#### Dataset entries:
↓↓↓

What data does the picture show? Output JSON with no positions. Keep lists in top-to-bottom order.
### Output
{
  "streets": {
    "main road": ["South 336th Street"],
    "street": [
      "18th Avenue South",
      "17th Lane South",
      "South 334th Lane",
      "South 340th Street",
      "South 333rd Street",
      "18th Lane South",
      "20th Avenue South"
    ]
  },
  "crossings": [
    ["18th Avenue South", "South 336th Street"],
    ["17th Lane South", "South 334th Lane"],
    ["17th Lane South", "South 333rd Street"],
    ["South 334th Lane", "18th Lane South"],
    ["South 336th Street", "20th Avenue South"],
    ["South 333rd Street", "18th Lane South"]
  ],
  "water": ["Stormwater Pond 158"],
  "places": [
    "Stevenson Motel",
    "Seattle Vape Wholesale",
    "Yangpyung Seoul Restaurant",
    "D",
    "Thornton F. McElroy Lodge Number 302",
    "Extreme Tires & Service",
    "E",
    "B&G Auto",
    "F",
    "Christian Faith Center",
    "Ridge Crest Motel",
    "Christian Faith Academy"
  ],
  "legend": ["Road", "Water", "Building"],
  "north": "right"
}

↑↑↑

#### What the task asks:
Return every record in full, word for word.

#### Exercise response:
What data does the picture show? Output JSON with no positions. Keep lists in top-to-bottom order.
### Output
{
  "streets": {
    "main road": ["South 336th Street"],
    "street": [
      "18th Avenue South",
      "17th Lane South",
      "South 334th Lane",
      "South 340th Street",
      "South 333rd Street",
      "18th Lane South",
      "20th Avenue South"
    ]
  },
  "crossings": [
    ["18th Avenue South", "South 336th Street"],
    ["17th Lane South", "South 334th Lane"],
    ["17th Lane South", "South 333rd Street"],
    ["South 334th Lane", "18th Lane South"],
    ["South 336th Street", "20th Avenue South"],
    ["South 333rd Street", "18th Lane South"]
  ],
  "water": ["Stormwater Pond 158"],
  "places": [
    "Stevenson Motel",
    "Seattle Vape Wholesale",
    "Yangpyung Seoul Restaurant",
    "D",
    "Thornton F. McElroy Lodge Number 302",
    "Extreme Tires & Service",
    "E",
    "B&G Auto",
    "F",
    "Christian Faith Center",
    "Ridge Crest Motel",
    "Christian Faith Academy"
  ],
  "legend": ["Road", "Water", "Building"],
  "north": "right"
}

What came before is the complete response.